Collection
Diario Vírico [Viral Diary]
- 2020
- 48 sheets. Colored pencil on paper, ink and postcards on paper
- 29,5 x 21 cm each
- Cat. D_420
- Acquired in 2022
Inmaculada Salinas (b. Seville 1967) often works with standard paper formats – A4 or A3 – to create large mosaics or sequences that typically include photographs from various sources: taken from the press, from the artist’s own extensive photographic archive, from art history, or by Salinas herself. These photos are integrated into her compositions through drawing or physically as collage. Many of these collages incorporate drawings – made with graphite pencils, markers, and colored pencils – whose origins, arising in many cases from art history itself, add systematic patterns that further complicate the relationship between art and productive labor.
Viral Diary (2020) is presented as an installation of 48 drawings, one for each day corresponding to the period from 15 March to 1 May 2020 – the first 48 days (of 100 in total) of the COVID-19 lockdown in Spain – during which time leaving one’s home even for a walk was officially prohibited. Each drawing is accompanied by a postcard depicting a natural setting, of the sea or the mountains for, as the artist notes, “When I’m in a crisis, I’m not interested in the mundane, only in nature.” The drawings dialogue with this collection of idyllic places, which at the time represented an unattainable desire. If Inmaculada Salinas’ pieces are often permeated by exhaustive detail of the days on which they were created, Viral Diary also involves the memory of a specific historical episode, influenced by the administrative ban on going outside imposed by the Spanish government, a situation each affected country managed differently.

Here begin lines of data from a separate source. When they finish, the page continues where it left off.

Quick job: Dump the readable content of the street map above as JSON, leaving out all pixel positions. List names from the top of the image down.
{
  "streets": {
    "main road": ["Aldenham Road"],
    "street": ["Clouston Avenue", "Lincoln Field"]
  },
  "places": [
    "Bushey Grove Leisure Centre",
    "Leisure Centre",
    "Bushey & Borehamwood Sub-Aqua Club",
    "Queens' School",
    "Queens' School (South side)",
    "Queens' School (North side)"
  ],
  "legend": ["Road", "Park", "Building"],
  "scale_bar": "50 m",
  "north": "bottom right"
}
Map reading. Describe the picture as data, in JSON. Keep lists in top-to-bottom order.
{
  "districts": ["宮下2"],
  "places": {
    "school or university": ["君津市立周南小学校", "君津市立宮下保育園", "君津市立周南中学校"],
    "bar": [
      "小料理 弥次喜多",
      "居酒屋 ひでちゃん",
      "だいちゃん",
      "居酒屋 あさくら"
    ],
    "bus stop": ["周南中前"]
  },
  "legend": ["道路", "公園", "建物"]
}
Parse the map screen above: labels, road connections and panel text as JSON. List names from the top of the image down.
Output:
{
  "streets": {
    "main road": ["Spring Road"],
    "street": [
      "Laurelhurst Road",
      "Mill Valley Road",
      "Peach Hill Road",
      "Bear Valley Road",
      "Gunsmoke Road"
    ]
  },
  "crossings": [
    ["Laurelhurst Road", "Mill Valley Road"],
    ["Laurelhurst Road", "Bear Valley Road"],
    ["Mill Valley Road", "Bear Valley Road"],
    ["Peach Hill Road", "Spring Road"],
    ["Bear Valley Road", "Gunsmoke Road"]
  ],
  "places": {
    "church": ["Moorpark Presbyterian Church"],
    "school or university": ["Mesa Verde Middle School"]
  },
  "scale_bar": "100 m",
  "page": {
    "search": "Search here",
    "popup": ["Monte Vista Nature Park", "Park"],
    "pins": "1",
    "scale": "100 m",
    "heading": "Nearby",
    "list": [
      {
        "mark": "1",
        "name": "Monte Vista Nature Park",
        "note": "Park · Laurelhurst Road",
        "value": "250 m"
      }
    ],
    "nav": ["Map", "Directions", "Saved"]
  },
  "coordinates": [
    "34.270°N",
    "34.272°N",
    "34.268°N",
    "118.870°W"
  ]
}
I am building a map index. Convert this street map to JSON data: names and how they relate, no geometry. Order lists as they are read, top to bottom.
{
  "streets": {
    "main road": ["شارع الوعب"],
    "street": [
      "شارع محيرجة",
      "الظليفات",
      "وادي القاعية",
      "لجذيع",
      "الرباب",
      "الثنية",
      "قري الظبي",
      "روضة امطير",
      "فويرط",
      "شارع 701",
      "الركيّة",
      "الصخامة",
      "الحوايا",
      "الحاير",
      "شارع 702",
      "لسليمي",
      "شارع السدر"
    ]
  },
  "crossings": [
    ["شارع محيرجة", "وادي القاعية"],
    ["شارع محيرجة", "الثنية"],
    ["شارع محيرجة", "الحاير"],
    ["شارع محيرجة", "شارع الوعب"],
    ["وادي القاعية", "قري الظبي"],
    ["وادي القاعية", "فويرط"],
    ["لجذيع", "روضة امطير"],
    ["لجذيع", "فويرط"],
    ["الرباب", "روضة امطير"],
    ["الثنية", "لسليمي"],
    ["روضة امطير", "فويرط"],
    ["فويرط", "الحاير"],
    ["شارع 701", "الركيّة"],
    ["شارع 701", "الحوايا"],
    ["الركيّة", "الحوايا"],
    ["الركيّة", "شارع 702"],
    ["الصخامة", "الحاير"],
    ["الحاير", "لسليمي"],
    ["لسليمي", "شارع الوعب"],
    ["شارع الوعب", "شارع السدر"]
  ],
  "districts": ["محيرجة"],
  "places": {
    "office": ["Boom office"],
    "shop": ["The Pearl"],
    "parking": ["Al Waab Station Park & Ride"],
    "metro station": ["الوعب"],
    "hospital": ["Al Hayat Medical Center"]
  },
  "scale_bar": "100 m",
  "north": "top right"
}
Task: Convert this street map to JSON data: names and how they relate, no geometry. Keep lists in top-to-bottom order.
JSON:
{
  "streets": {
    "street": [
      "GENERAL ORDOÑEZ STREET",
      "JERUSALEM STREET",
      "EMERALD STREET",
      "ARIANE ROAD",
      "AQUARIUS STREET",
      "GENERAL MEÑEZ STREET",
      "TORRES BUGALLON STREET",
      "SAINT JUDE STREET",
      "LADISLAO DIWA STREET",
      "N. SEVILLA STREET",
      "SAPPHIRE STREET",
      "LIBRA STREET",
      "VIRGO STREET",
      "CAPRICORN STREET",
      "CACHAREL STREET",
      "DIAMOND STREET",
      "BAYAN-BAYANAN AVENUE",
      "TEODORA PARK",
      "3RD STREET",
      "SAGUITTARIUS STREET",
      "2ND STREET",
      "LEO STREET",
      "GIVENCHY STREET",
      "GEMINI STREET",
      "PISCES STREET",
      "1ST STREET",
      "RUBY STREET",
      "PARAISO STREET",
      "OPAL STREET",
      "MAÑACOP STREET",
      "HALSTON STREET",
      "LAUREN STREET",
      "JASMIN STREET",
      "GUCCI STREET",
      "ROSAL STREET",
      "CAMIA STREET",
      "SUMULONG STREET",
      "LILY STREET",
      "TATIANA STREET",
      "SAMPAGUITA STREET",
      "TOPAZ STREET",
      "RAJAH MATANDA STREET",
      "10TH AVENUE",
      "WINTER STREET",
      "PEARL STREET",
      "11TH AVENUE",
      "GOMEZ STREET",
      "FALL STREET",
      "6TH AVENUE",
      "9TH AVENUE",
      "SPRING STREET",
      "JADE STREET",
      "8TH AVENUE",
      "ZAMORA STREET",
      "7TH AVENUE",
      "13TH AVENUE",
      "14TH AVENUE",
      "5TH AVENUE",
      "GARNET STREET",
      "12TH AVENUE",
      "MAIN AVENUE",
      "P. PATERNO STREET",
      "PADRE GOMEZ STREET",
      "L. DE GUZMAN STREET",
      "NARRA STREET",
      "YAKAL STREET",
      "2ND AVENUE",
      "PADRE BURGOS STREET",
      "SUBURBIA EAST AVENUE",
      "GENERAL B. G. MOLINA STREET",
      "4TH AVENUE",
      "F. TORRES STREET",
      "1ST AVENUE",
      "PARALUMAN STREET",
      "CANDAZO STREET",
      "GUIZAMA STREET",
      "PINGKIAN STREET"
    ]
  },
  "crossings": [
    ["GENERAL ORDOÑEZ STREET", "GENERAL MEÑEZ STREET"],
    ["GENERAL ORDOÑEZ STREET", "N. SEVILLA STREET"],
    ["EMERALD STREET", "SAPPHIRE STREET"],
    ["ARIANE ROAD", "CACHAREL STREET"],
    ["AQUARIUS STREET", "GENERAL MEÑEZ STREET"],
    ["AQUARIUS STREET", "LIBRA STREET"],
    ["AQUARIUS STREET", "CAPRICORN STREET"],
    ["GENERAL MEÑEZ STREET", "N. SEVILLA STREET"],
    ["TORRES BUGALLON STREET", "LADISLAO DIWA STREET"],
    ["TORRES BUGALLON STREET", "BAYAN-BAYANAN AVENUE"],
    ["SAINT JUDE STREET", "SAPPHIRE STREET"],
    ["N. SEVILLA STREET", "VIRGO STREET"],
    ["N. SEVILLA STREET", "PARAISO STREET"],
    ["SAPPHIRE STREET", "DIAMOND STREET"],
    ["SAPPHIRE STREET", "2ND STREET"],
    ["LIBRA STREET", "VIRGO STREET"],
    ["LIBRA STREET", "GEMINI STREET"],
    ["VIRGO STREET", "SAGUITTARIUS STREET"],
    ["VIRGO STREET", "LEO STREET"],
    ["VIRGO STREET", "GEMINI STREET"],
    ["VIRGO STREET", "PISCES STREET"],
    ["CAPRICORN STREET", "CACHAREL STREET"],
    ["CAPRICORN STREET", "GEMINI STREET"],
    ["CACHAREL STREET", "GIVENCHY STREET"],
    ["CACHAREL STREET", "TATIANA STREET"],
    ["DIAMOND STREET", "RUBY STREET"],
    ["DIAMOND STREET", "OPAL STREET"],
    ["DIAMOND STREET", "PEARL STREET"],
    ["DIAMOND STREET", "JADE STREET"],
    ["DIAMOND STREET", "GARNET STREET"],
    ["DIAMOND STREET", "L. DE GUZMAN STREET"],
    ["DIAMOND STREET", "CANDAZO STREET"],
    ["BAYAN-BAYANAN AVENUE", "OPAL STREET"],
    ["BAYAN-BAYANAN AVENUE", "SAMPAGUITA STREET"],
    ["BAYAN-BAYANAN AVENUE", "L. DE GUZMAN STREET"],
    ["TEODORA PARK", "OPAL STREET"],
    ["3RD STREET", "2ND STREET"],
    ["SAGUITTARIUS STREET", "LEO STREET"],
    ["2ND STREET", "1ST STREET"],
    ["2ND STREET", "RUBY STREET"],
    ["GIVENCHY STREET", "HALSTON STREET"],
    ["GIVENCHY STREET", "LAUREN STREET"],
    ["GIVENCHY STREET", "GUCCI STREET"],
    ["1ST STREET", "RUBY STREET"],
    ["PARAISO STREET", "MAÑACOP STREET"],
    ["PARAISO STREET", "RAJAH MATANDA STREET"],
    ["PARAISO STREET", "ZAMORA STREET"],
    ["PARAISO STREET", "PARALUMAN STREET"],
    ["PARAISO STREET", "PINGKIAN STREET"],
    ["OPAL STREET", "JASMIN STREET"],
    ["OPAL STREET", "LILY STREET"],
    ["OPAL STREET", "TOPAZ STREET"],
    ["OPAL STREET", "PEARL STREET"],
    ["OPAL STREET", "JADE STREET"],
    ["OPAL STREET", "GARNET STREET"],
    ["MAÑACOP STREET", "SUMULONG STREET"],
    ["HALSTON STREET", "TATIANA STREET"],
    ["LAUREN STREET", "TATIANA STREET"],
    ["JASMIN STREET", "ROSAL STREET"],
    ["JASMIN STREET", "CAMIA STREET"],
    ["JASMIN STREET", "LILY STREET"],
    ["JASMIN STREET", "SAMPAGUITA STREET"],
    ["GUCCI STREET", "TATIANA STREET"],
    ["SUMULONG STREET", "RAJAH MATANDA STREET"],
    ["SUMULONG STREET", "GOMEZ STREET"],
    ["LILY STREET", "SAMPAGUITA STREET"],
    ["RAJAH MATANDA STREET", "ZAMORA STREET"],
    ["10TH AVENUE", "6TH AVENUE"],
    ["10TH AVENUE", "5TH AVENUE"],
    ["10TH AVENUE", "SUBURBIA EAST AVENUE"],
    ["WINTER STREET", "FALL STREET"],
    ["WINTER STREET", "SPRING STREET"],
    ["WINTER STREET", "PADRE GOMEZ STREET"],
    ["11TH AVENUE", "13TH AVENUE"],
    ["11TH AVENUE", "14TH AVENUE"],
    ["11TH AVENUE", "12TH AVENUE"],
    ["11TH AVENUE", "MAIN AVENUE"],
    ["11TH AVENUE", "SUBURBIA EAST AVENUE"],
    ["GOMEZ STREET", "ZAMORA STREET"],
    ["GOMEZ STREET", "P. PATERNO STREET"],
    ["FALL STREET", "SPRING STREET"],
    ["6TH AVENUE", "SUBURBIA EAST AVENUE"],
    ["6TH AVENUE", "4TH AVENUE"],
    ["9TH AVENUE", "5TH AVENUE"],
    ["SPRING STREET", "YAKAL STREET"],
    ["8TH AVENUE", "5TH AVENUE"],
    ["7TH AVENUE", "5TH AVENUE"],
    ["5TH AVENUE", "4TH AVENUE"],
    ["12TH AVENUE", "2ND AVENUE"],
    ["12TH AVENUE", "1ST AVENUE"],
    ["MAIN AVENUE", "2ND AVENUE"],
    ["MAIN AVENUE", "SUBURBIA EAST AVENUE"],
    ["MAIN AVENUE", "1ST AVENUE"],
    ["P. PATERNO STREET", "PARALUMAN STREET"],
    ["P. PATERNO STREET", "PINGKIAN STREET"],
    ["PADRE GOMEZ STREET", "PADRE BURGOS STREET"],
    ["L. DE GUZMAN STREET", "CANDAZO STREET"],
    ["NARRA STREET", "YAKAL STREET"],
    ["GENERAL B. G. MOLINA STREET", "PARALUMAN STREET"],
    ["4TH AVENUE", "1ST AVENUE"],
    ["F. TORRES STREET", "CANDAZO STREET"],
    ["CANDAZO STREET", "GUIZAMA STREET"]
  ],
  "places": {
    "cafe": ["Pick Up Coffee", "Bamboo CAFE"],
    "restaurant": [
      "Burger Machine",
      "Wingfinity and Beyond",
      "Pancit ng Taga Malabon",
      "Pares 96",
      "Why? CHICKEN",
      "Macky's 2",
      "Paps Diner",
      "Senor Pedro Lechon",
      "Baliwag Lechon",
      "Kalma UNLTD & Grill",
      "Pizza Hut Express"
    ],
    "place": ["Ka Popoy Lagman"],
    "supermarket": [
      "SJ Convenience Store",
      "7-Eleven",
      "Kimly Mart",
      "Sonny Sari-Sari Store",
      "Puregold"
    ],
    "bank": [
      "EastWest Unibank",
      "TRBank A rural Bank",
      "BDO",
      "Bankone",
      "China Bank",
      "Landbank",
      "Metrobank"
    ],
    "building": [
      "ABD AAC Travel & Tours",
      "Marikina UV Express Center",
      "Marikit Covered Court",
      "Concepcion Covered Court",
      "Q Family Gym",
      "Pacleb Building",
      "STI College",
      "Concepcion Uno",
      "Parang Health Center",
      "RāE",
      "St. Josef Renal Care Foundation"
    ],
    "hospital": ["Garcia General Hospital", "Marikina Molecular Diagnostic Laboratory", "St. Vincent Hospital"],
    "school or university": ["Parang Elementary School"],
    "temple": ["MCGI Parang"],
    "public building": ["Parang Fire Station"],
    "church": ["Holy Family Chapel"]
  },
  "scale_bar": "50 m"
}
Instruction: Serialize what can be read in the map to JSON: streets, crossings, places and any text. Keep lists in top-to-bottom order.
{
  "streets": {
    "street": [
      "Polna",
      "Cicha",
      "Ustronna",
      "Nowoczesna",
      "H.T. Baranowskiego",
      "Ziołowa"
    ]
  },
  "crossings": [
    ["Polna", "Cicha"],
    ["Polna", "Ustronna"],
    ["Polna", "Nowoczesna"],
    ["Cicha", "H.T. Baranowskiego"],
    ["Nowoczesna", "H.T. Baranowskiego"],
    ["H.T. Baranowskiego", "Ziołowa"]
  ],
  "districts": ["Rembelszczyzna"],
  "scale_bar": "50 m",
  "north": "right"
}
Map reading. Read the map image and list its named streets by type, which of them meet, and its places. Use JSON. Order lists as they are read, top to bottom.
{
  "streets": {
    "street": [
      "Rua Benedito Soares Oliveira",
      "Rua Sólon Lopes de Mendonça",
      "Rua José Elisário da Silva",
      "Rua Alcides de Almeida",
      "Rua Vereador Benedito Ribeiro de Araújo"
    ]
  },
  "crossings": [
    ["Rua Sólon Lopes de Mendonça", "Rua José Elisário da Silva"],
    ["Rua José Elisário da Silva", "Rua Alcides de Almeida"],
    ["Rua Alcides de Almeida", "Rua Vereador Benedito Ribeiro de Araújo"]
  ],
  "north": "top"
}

From this stimulus emerges a geometric pattern of twenty-four triangles, one for each hour of the day, converging at a central vertex to form a rectangle. The color schemes are determined by the artist’s box of pencils, which loses one color each day and adds a new one, distinguishing each drawing and underscoring the uniqueness of the days they represent. The dates are noted at the bottom, along with the subtitle “Besos, abrazos, caricias (kisses, hugs, caresses),” a phrase, according to the artist, inspired by Desobediencia, por tu culpa voy a sobrevivir (Disobedience, because of You, I Will Survive), written and published during the early weeks of the lockdown by Bolivian activist María Galindo. Additionally, Salinas highlights the crucial influence of the the idea of "making love to the days" promoted by the Japanese conceptual artist On Kawara, whose practice carries on a historical correspondence with Inmaculada Salinas’s work.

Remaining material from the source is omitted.